Exercise requirements: What you return must be the lines of the data that hold the word "Doğru".

Data extract:
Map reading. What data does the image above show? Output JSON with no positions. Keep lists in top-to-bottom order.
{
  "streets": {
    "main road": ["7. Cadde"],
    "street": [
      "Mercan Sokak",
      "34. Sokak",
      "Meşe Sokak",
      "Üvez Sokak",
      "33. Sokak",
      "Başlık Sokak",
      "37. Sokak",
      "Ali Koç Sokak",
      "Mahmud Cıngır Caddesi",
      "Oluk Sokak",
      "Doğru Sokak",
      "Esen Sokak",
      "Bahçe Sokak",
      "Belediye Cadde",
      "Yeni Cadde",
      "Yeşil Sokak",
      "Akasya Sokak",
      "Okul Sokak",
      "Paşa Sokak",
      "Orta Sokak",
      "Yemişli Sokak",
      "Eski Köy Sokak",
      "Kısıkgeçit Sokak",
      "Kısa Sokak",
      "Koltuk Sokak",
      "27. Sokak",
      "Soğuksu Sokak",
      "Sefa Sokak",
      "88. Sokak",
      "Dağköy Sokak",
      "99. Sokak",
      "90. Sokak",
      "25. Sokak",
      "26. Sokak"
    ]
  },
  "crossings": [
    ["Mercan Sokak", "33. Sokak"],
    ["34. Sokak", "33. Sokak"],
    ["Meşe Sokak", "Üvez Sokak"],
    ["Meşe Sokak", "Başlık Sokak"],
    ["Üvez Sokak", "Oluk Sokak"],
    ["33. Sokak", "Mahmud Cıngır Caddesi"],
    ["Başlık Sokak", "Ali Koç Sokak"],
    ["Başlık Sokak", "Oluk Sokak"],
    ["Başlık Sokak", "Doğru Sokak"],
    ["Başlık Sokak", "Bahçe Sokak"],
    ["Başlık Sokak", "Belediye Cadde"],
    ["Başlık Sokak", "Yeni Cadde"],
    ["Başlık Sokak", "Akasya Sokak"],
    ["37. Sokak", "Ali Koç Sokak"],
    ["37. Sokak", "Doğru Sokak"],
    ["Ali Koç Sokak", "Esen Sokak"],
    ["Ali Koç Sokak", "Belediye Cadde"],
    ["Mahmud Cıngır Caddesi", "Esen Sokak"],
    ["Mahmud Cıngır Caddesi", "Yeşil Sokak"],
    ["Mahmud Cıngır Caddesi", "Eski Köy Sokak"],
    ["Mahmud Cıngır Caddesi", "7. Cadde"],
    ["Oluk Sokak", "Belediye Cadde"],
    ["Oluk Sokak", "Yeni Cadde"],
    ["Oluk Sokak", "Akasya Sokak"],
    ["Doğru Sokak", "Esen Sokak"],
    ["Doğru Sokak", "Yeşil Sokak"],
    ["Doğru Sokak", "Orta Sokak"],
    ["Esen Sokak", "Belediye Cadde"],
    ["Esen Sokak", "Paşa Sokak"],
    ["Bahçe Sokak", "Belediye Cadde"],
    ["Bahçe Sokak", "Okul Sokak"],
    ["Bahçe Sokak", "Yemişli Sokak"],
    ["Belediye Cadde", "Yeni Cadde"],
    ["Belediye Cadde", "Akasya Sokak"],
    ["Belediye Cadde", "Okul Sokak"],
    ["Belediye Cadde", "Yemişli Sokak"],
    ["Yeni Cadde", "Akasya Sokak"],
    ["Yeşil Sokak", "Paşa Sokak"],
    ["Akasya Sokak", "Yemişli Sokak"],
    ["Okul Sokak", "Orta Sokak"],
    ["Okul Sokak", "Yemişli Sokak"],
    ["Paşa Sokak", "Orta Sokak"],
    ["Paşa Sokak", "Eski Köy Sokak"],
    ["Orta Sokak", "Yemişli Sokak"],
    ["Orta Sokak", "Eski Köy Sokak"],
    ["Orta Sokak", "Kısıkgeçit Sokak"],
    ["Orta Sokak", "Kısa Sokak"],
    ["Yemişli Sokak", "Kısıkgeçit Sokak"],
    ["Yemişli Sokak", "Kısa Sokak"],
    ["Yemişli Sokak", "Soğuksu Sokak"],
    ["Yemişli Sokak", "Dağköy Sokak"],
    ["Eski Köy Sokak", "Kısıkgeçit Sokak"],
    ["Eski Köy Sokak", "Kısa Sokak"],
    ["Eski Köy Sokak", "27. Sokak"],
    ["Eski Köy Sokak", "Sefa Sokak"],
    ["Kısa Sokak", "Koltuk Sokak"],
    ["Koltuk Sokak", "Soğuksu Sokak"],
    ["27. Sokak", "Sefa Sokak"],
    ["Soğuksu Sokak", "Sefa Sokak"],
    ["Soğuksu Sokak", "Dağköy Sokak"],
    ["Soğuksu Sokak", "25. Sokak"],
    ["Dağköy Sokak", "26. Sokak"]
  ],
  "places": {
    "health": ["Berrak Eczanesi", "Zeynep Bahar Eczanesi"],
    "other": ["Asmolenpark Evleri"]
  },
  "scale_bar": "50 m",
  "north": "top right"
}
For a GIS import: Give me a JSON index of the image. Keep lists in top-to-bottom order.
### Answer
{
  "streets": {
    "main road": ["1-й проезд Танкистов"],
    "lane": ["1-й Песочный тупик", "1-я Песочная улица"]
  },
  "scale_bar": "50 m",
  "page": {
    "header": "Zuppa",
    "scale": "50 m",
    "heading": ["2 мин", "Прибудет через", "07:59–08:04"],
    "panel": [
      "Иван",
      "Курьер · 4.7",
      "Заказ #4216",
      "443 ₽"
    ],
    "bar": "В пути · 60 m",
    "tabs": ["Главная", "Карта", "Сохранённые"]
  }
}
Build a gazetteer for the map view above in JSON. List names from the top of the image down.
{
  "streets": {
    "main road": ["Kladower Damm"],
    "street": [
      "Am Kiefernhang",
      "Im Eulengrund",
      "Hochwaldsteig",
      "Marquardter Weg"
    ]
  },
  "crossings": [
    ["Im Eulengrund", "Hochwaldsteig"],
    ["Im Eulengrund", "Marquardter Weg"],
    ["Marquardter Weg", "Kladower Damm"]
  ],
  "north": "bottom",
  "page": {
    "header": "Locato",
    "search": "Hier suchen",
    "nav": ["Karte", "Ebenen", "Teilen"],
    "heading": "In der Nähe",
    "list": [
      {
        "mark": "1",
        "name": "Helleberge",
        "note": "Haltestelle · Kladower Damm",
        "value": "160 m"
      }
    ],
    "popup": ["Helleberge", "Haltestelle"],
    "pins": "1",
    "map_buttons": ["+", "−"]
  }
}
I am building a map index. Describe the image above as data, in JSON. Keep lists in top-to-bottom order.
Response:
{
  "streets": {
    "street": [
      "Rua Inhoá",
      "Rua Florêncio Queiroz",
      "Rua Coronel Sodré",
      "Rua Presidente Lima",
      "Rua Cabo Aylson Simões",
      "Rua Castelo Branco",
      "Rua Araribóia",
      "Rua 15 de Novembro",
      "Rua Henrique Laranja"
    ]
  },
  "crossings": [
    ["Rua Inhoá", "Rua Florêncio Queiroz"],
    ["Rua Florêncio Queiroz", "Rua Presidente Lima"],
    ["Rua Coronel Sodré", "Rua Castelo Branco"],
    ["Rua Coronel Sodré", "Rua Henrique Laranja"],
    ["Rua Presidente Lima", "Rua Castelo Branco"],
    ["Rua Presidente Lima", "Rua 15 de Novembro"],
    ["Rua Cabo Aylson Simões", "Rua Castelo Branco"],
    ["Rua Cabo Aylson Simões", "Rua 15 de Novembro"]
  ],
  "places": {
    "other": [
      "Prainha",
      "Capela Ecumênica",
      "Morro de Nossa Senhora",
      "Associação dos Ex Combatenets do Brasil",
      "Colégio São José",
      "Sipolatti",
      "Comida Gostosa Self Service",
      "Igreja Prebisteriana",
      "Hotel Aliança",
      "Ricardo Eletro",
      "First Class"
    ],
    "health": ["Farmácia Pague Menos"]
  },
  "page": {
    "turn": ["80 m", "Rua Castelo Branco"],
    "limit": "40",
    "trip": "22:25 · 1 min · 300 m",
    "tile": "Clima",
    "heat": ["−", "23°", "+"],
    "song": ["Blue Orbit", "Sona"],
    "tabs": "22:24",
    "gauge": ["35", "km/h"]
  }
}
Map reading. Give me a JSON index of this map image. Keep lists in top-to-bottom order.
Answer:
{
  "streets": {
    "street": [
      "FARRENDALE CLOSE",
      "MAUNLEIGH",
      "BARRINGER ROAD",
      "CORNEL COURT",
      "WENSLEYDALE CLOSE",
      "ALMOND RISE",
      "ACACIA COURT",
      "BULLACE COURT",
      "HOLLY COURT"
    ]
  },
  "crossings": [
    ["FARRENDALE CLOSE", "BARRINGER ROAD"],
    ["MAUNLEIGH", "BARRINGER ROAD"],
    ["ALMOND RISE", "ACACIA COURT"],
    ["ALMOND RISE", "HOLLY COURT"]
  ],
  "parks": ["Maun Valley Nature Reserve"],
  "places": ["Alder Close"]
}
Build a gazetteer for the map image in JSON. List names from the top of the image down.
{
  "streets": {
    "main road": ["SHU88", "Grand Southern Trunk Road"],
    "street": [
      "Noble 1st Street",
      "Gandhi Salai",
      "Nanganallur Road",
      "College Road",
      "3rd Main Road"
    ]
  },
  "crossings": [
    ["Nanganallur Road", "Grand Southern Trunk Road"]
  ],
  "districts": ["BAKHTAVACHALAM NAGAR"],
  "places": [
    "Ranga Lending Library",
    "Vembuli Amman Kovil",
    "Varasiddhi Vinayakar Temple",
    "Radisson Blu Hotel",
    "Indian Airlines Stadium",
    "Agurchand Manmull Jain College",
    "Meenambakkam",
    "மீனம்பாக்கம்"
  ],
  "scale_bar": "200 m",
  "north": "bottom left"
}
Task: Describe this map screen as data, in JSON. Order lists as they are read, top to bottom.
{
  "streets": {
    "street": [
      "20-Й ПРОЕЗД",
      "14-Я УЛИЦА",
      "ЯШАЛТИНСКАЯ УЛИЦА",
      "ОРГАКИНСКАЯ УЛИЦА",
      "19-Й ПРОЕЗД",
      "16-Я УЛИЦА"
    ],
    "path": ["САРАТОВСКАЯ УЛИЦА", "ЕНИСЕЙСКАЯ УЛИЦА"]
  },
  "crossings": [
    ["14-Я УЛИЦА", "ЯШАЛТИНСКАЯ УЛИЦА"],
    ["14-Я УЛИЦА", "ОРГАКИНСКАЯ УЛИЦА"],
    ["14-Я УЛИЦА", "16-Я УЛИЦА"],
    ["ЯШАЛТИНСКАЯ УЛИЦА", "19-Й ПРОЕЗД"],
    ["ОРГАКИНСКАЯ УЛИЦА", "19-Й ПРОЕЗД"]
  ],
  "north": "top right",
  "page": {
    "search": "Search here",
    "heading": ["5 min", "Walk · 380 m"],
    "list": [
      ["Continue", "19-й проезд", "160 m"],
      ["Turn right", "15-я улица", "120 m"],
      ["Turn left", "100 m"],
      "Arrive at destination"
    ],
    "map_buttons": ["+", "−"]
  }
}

Solution to this exercise:
      "Doğru Sokak",
    ["Başlık Sokak", "Doğru Sokak"],
    ["37. Sokak", "Doğru Sokak"],
    ["Doğru Sokak", "Esen Sokak"],
    ["Doğru Sokak", "Yeşil Sokak"],
    ["Doğru Sokak", "Orta Sokak"],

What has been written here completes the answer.